Ramses Vidor: A maior questão no Brasil é a interferência do Estado, que é muito lento para regulamentação, para a aceitação e pouco incentivador para tecnologias mais inovadoras, então o blockchain tem muita dificuldade de entrada justamente igual a qualquer tecnologia inovadora e disruptiva. É um país que investe muito pouco em pesquisa e desenvolvimento, então a maior barreira é justamente o Governo. Eu, por exemplo, não trabalho hoje para nenhuma empresa brasileira, meus contratos são todos com empresas de fora do país.

Revista Segurança Eletrônica: O Blockchain tem alguma vulnerabilidade que pode acarretar falhas operacionais?

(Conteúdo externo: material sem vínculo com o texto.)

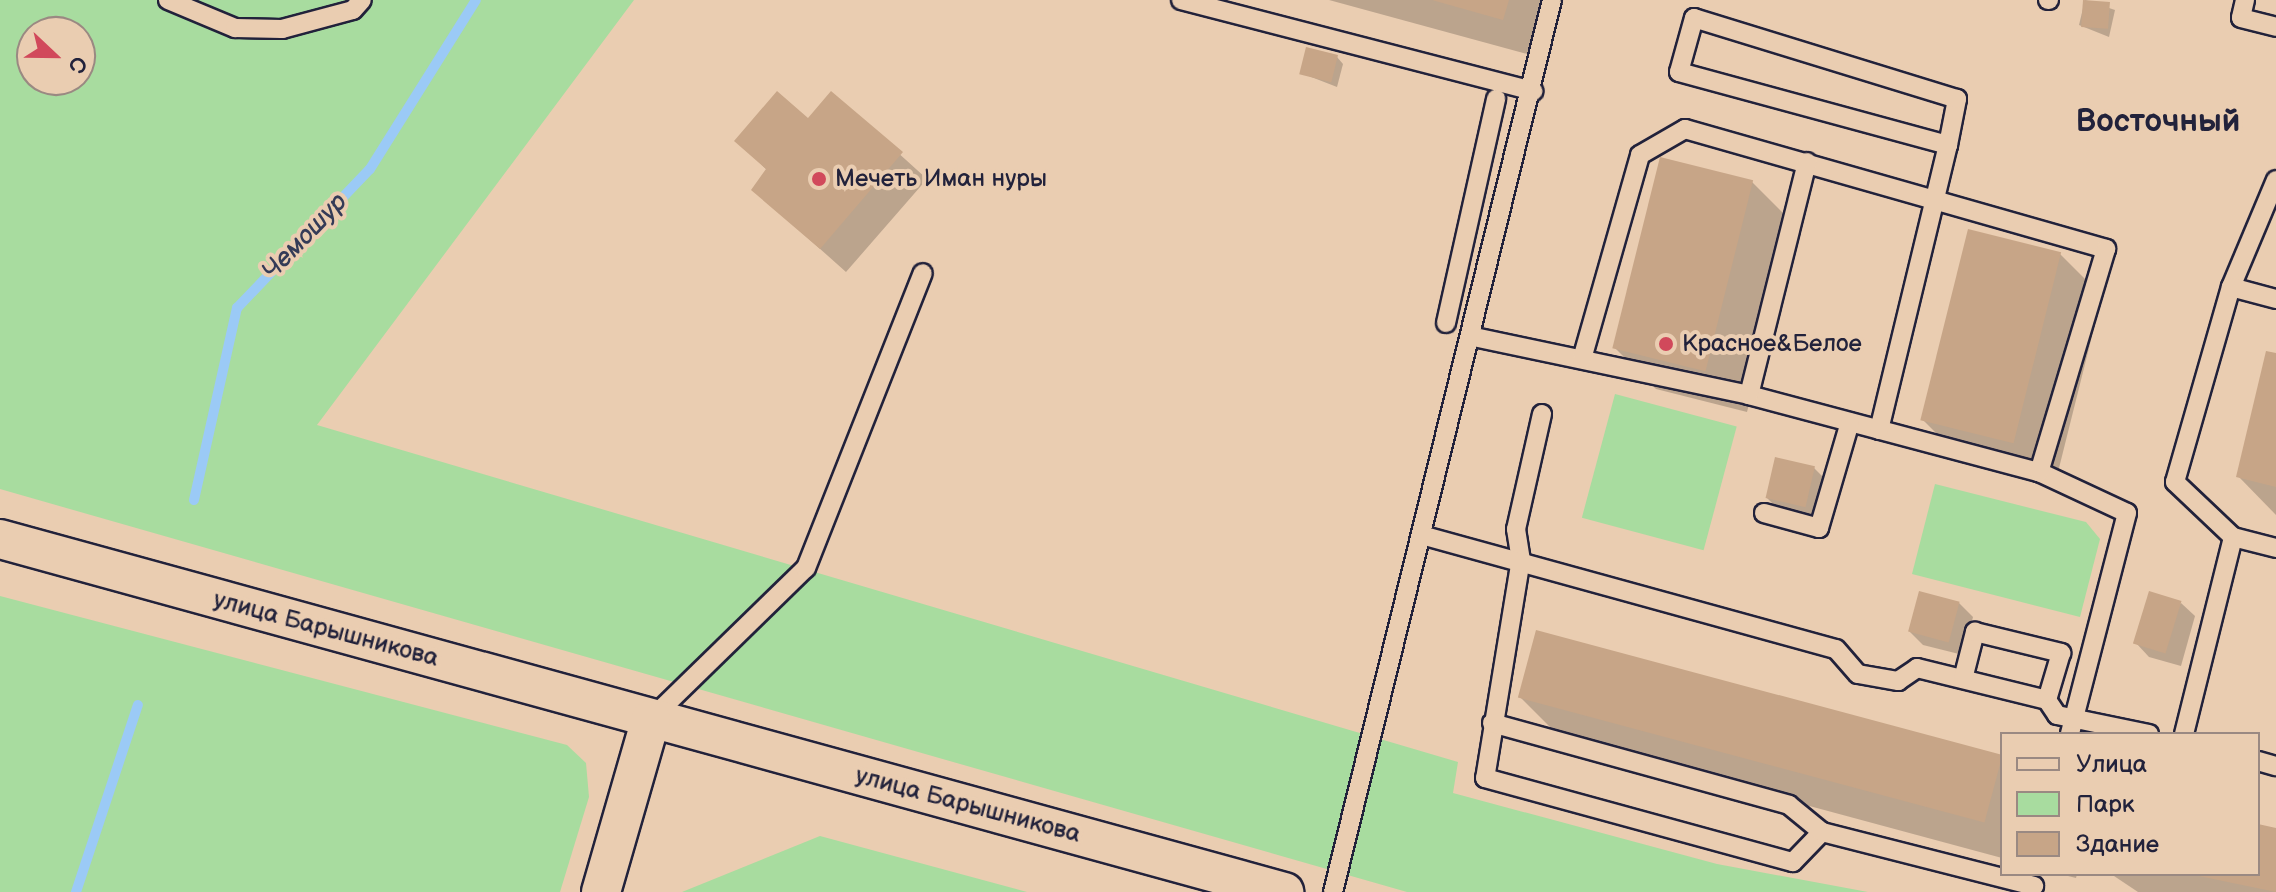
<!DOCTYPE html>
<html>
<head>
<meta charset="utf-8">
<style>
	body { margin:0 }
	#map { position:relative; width:2276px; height:892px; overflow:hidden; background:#eacdb1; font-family:"Balsamiq Sans",sans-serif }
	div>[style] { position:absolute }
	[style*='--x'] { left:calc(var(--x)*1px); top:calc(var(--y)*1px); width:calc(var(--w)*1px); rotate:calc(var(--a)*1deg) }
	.green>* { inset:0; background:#a8dc9f; transform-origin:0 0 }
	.shadow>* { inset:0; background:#0003 }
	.stream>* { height:10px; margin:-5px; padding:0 5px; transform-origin:5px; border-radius:5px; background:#9bcaf6 }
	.building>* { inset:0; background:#c7a587; transform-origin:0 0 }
	.roads { filter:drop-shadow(2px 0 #22223b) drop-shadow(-2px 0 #22223b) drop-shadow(0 2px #22223b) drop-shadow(0 -2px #22223b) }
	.lane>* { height:18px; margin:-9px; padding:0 9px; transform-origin:9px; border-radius:9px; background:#eacdb1 }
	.street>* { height:38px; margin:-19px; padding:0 19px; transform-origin:19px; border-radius:19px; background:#eacdb1 }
	.dots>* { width:22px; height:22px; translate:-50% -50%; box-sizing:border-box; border:4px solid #eacdb1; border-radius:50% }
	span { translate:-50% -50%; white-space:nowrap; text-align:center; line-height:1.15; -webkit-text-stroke:8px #eacdb1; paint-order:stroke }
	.poi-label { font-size:24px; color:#22223b }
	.left { translate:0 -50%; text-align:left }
	.street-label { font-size:24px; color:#22223b }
	.water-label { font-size:26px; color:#343b57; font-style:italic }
	.district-label { font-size:32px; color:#22223b; font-weight:700 }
	.legend { position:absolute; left:2000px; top:732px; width:260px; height:144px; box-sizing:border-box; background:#eacdb1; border:2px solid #9a8982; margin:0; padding:10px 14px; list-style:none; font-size:24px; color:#22223b }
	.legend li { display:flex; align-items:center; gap:16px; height:40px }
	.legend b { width:40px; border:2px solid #9a8982 }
	.north { position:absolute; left:16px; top:16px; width:80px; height:80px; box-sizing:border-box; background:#eacdb1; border:2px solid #9a8982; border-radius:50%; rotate:112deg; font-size:22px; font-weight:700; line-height:32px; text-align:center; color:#22223b }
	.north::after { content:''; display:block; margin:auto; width:28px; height:36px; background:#d1495b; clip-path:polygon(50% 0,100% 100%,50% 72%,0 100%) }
</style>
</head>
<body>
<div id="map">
	<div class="green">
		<i style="clip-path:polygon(evenodd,0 0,634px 0,317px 425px,1458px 762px,1453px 793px,1717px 864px,1868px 892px,1407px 892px,0 489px,0 0,32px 32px,80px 32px,80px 80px,32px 80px,32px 32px)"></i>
		<i style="left:1615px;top:394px;width:126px;height:128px;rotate:15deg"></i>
		<i style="clip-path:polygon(1935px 484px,2086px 522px,2100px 539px,2080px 617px,1912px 574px)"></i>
		<i style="clip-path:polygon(0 596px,567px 745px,586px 763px,589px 797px,560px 892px,0 892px)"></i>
		<i style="clip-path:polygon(820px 836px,1027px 892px,682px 892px)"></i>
	</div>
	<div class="shadow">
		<i style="clip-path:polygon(1329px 0,1558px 0,1542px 58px)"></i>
		<i style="clip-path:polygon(2085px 0,2115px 10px,2109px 37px,2079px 25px)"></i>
		<i style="clip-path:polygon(1337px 57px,1343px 64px,1337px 87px,1301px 73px)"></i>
		<i style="clip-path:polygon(832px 93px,927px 179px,846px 272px,754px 190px,767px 170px,737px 141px,808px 120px)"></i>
		<i style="clip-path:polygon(1752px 182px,1794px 224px,1747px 412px,1656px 389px,1614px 347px)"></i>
		<i style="clip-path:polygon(2060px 254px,2102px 296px,2055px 484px,1964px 461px,1922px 419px)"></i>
		<i style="clip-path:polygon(2276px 356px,2276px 515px,2238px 476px)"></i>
		<i style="clip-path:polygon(1814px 468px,1827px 481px,1818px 520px,1780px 511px,1767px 498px)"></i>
		<i style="clip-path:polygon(1959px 603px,1973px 617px,1963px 655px,1923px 645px,1910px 632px)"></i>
		<i style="clip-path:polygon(2181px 603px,2195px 616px,2181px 666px,2149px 657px,2136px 643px)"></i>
		<i style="clip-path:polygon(1520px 697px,2002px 759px,2002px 858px,1562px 739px)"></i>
		<i style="clip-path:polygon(2258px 826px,2276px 830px,2276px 892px,2138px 892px,2111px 874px,2258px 874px)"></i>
		<i style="clip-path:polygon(2060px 874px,2077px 874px,2076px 878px)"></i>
	</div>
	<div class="stream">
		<i style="--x:194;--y:500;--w:197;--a:-77.4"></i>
		<i style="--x:237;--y:308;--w:192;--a:-46.3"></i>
		<i style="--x:370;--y:169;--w:199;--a:-57.9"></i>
		<i style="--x:76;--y:892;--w:197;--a:-71.7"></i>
	</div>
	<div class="building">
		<i style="clip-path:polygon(1432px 0,1509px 0,1503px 20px)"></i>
		<i style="left:2083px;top:0;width:27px;height:27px;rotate:4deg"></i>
		<i style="left:1306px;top:47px;width:33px;height:28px;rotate:14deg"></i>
		<i style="clip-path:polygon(777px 91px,808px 118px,831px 91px,903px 152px,820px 249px,751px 190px,766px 169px,734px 141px)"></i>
		<i style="left:1660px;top:157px;width:96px;height:197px;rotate:14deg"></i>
		<i style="left:1968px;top:229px;width:96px;height:197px;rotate:14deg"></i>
		<i style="clip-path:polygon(2266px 351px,2276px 353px,2276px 487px,2236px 477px)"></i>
		<i style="left:1775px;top:457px;width:41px;height:42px;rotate:13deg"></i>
		<i style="left:1919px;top:591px;width:42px;height:42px;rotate:15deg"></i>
		<i style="left:2149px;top:591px;width:34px;height:55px;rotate:17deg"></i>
		<i style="left:1536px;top:630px;width:483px;height:70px;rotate:15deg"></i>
		<i style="clip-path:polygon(2258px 824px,2276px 828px,2276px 892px,2194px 875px,2258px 874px)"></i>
	</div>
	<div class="roads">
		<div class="lane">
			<i style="--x:168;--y:0;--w:73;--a:22.7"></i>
			<i style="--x:235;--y:28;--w:47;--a:1.2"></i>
			<i style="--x:282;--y:29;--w:73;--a:-15"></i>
			<i style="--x:353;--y:10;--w:13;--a:-48"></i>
			<i style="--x:1181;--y:0;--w:364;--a:14.5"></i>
			<i style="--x:2048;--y:0;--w:1;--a:0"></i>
			<i style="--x:2245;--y:0;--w:18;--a:103"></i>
			<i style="--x:2241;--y:18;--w:36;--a:14"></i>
			<i style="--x:2231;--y:287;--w:116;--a:-67.2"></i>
			<i style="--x:1446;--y:323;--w:230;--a:-77.4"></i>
			<i style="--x:1474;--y:337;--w:281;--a:11.9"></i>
			<i style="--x:1749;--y:395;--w:300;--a:14.9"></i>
			<i style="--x:2039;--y:472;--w:97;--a:25"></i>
			<i style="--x:2127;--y:513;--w:228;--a:104.5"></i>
			<i style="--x:1582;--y:359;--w:212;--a:-74.1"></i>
			<i style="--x:1640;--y:155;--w:52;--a:-30"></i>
			<i style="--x:1685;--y:129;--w:438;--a:15.9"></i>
			<i style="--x:2106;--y:249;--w:233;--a:106.7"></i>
			<i style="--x:1749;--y:395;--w:240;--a:-76"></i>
			<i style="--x:1542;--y:414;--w:118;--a:102.7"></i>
			<i style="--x:1516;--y:529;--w:30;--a:81"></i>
			<i style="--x:1521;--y:559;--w:222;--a:99.3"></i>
			<i style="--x:1485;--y:778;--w:319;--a:15.3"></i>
			<i style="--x:1793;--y:862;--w:42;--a:-46"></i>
			<i style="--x:1822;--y:832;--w:219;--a:14.3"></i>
			<i style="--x:1879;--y:430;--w:293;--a:-76.4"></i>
			<i style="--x:1948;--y:145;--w:47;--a:-78.9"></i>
			<i style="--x:1957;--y:99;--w:275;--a:-162.9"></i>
			<i style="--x:1694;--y:18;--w:56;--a:105.5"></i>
			<i style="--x:1679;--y:72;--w:279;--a:15.2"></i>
			<i style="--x:1764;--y:513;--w:57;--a:15.3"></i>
			<i style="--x:1819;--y:528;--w:110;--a:-73.7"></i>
			<i style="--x:1425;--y:536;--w:426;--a:15.4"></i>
			<i style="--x:1836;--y:649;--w:33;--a:49"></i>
			<i style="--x:1858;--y:674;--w:41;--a:9.9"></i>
			<i style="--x:1898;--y:681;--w:23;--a:-34"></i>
			<i style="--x:1917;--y:668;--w:134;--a:13.8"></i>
			<i style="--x:2047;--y:700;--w:18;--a:56"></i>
			<i style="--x:2057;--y:715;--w:94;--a:11.7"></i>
			<i style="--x:2233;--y:537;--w:44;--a:14.3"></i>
			<i style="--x:1963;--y:679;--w:49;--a:-75.7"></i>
			<i style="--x:1975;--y:632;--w:89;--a:13.7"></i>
			<i style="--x:2061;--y:653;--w:49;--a:106.6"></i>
			<i style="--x:651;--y:719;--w:216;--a:-44.3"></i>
			<i style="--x:806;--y:568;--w:317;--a:-68.4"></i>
			<i style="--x:1492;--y:723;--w:308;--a:15.4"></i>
			<i style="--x:1789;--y:805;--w:43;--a:39.3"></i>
			<i style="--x:2184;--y:734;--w:203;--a:-76"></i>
			<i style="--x:2233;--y:537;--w:80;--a:-136.5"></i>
			<i style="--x:2175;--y:482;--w:203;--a:-74"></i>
			<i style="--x:2231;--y:287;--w:47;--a:14.9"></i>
			<i style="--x:2258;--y:761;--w:19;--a:16"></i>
			<i style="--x:1333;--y:892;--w:918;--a:-76.21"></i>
		</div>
		<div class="street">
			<i style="--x:0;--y:539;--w:1332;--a:15.37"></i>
			<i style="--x:601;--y:892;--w:180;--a:-73.9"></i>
		</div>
	</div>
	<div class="dots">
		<i style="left:819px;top:179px;background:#d1495b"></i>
		<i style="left:1666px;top:344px;background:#d1495b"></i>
	</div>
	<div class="poi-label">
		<span class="left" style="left:835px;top:179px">Мечеть Иман нуры</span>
		<span class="left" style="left:1682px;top:344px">Красное&amp;Белое</span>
	</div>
	<div class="street-label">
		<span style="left:326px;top:629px;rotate:15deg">улица Барышникова</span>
		<span style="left:968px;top:805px;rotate:15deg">улица Барышникова</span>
	</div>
	<div class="water-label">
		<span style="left:305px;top:237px;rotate:-46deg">Чемошур</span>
	</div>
	<div class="district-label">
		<span style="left:2158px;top:122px">Восточный</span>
	</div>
	<ul class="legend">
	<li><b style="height:10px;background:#eacdb1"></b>Улица</li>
	<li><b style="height:22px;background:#a8dc9f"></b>Парк</li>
	<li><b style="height:22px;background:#c7a587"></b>Здание</li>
	</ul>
	<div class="north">С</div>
</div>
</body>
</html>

Ramses Vidor: O blockchain em si, por ele ser descentralizado, não apresenta muitas oportunidades de ataque. Somente seria viável caso mais de 50% da rede fosse invadida por um único atacante, mas isso é praticamente impossível.

Para se ter uma ideia, a rede bitcoin consome atualmente o que um país do tamanho da Argentina consome de energia elétrica, o que provê uma enorme capacidade de processamento. Não existe qualquer organização hacker no mundo com condições de ter acesso a uma rede desse tamanho ou pelo menos 50% dela.

Outros modos de ataques, que vemos com mais frequência, são nas tecnologias satélites. Todas as implementações que são feitas ao redor do blockchain, por exemplo, APIs de corretoras, plataformas de meios de pagamento, ou outras tecnologias onde se utiliza o blockchain como tecnologia adjacente, essas sim estão mais suscetíveis a ataques hackers.

O blockchain é uma tecnologia muito incipiente, apesar de já ter 12 anos. As pessoas estão recém começando a se habituar a criar programas dentro desse ecossistema. E, como envolve valores financeiros, o que acontece é que acaba sendo muito mais visado e hackers se aproveitam para conseguir acessar estes sistemas que têm sua infraestrutura mais sensível, justamente pela utilização de todo esse novo ecossistema, então a tendência é que tenha mais vulnerabilidades.

Revista Segurança Eletrônica: Nesse ano já aconteceram grandes ataques hackers em milhares de empresas, como na maior empresa de oleoduto nos EUA, a JBS e na semana passada na Renner. O blockchain tem recursos para ser uma solução de combate a ataques cibernéticos como esses ou não tem relação?

Ramses Vidor: Não tem muita relação. A maioria dos ataques cibernéticos são em grande parte de engenharia social (técnica que usa pessoas para invadir os sistemas). O hacker tem acesso a algum informante interno ou algum ex-funcionário e cria o ambiente para facilitar o acesso dele aos sistemas. A sociedade sempre vai sofrer esse mal. Por exemplo, um hacker pode facilmente acessar a carteira de uma pessoa que ele criou um relacionamento de confiança, conseguir ter acesso ao celular dela e assim alterar a senha ou ter acesso as informações.

Outro exemplo que tem acontecido muito em São Paulo e Rio de Janeiro é de ladrões roubando os celulares de motoristas de Uber e assim conseguindo acesso as contas bancárias dos motoristas. Isso faz parte da engenharia social, não é necessariamente um ataque hacker a nível técnico.